Here, My Dear (Tamla, 1978): Perhaps one of Marvin Gaye's most personal albums, Here, My Dear was fashioned as a divorce settlement and "up yours" card to his wife, Anna. By this time, Marvin Gaye had already been living with his girlfriend, Jan, and their two children for a number of years. As Anna was also Motown founder/president Berry Gordy, Jr.'s sister, it's no wonder the album received little promotional support and was a miserable commercial failure. Still, it's intriguing that Motown ok'ed the expensive double-album format and the specially-commissioned cover portrait. But the album really is much more romantic and regretful than this write-off description allows. Marvin Gaye poured much of the effort and emotion of What's Going On into Here, My Dear and ended up with an enchantingly sublime musical statement that isn't nearly as intensely bitter or as unapproachably personal as all the hype would have you believe.
The album overflows with great and musical material, but most which is little known by Marvin Gaye fans and jazz listeners alike. The two funkiest tracks, "A Funky Space Reincarnation" and "Anger," were issued as singles – no doubt to capitalize on the success of "Got To Give It Up." But it was all for naught as the former barely charted and the latter, astoundingly, didn't chart at all. Curiously, "Anger" has found its niche among industrial bands such as Kill Switch…Klick and Mark Stewart, but not among jazz, soul or R&B folks who could surely dig in on its groove. There's also the hypnotic funk jazz of "Is That Enough" ("can't get enough of that funky stuff" indeed), certainly hit-worthy and nearly in the same league of some of MPG's great work (just dig those brilliantly unusual woodwind highlights used in the arrangement!). The melodic and soulful "When Did You Stop Loving Me, When Did I Stop Loving You" was not – surprisingly – issued as a single, but garnered some of the only jazz covers this album ever received, namely by Mongo Santamaria, Amanda Sedgwick (with Philip Harper) and Jeff Parker.

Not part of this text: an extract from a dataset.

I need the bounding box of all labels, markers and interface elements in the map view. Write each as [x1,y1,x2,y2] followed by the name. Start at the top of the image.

The 2007 two-disc CD set Here, My Dear Expanded Edition provides a number of great extras including the 12" only instrumental version of "A Funky Space Reincarnation" (recorded in 1979, after the LP's release, by removing Marvin Gaye's vocal and overdubbing guitarist Mike McGloiry of Switch and saxophonist Daniel LeMelle from Rick James' Stone City Band) and a number of alternate mixes of album tracks done up for this release by "guests" such as "Anger (Alternate Extended Mix)" by Marcus Miller, "Is That Enough? (Instrumental) alternate version" by Montez Payton, "A Funky Space Reincarnation (Alternate Extended Mix)" by John Morales and Paul Simpson and "You Can Leave, But It's Going To Cost You (Alternate Extended Mix)" by John Rhone.

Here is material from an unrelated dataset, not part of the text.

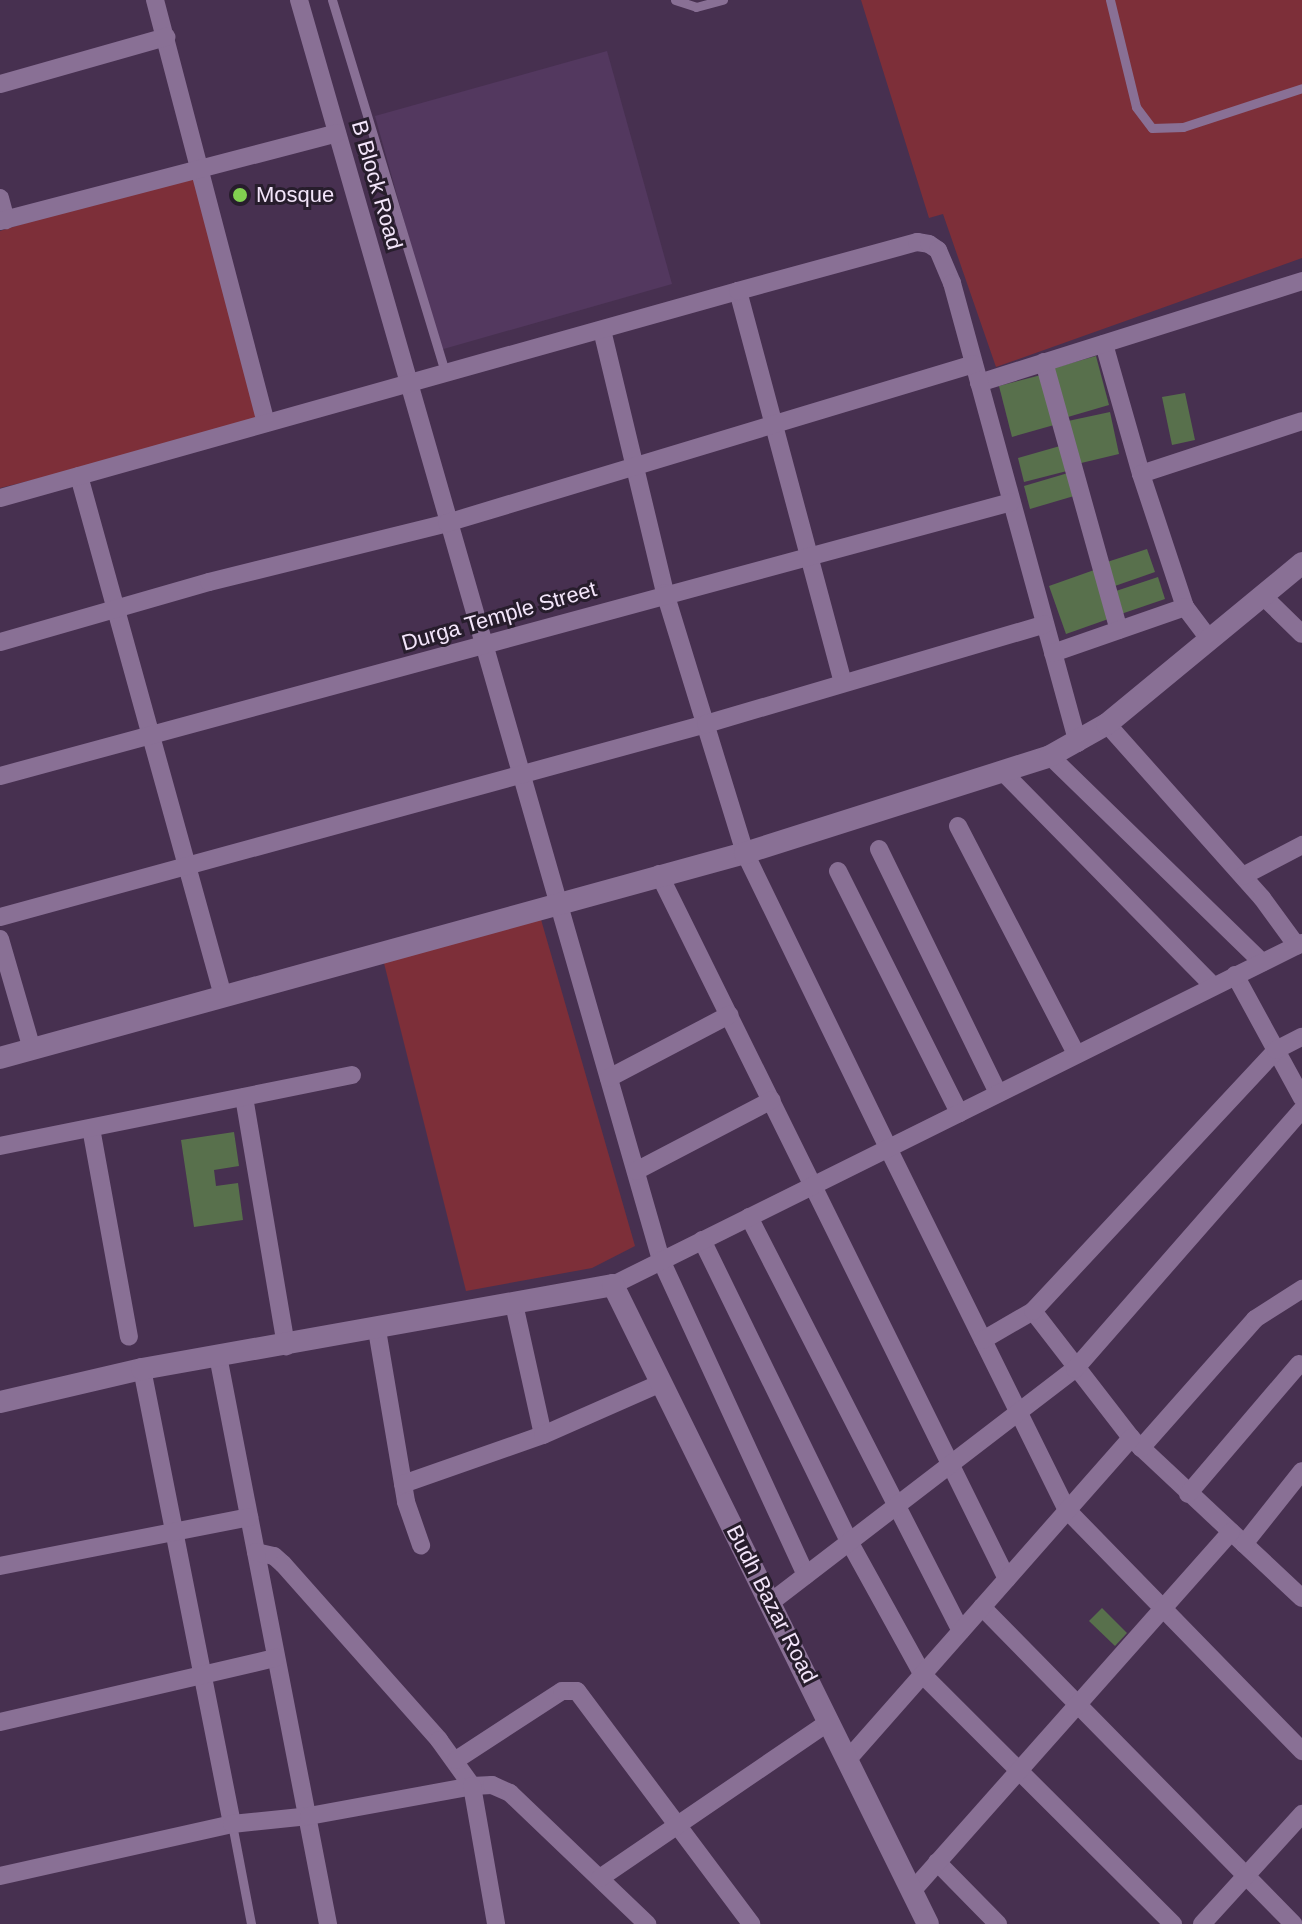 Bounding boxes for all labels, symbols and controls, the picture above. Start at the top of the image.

There is much more musical invention on display here and it's truly amazing that not only fans but jazz musicians too haven't discovered it all. Here, My Dear truly ranks among Marvin Gaye's very best work.
[Note: I did not have access to the 1981 album In Our Lifetime or the preferable Love Man Special Edition CD to write about…but, in all probability the music should be included in this analysis.]